- Supreme Court of the United States

Decided January 10, 2012
- Full case name: Minneci v. Pollard
- Citations: 565 U.S. 118 (more)

Holding
- When state tort law authorizes adequate alternative damages actions—providing both significant deterrence and compensation—no Bivens remedy can be implied.

Court membership
- Chief Justice John Roberts Associate Justices Antonin Scalia · Anthony Kennedy Clarence Thomas · Ruth Bader Ginsburg Stephen Breyer · Samuel Alito Sonia Sotomayor · Elena Kagan

Case opinions
- Majority: Breyer
- Concurrence: Scalia, joined by Thomas
- Dissent: Ginsburg

= Minneci v. Pollard =

Minneci v.

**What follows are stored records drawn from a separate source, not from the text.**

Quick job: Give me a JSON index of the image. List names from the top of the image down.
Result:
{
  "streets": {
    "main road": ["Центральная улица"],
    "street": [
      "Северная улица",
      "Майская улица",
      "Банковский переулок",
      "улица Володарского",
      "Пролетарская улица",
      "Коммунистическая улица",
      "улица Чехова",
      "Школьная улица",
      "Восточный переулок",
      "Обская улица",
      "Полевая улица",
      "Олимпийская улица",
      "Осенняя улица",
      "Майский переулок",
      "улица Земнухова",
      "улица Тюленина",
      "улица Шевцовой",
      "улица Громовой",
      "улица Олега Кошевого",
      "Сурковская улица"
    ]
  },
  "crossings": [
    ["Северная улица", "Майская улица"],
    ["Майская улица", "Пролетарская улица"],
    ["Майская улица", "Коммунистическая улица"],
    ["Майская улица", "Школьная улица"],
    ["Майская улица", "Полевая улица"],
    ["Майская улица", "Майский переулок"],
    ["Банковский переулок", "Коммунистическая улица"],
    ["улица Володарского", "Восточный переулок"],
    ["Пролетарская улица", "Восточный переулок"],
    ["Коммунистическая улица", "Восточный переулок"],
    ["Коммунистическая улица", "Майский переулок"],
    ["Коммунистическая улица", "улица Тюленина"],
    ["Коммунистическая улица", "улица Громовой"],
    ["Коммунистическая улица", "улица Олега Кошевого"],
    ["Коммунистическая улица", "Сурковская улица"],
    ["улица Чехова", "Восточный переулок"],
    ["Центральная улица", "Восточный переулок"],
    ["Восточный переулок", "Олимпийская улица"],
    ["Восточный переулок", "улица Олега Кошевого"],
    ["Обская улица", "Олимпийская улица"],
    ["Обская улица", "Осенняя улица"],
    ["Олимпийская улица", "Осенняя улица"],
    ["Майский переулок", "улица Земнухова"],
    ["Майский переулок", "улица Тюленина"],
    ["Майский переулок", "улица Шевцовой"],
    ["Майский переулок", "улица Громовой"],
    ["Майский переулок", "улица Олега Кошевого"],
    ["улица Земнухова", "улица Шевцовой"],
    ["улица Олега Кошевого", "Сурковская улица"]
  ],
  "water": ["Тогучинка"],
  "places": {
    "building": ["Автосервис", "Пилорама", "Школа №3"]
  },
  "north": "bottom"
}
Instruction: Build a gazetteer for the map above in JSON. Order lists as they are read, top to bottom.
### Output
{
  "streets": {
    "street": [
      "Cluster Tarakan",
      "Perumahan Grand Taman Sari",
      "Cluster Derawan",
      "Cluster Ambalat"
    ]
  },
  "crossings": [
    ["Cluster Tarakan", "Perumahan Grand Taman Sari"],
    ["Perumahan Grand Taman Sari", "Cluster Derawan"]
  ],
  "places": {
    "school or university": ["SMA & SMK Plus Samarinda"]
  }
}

Pollard, , was a United States Supreme Court case in which the court held that, when state tort law authorizes adequate alternative damages actions—providing both significant deterrence and compensation—no Bivens remedy can be implied.

==Background==

Richard Lee Pollard sought damages from employees at a privately run federal prison in California, claiming that they had deprived him of adequate medical care in violation of the Eighth Amendment's prohibition against cruel and unusual punishment. The federal district court dismissed the complaint, ruling that the Eighth Amendment does not imply an action under Bivens v. Six Unknown Named Agents against a privately managed prison's personnel. The Ninth Circuit Court of Appeals reversed.

==Opinion of the Court==

The court issued an opinion on January 10, 2012.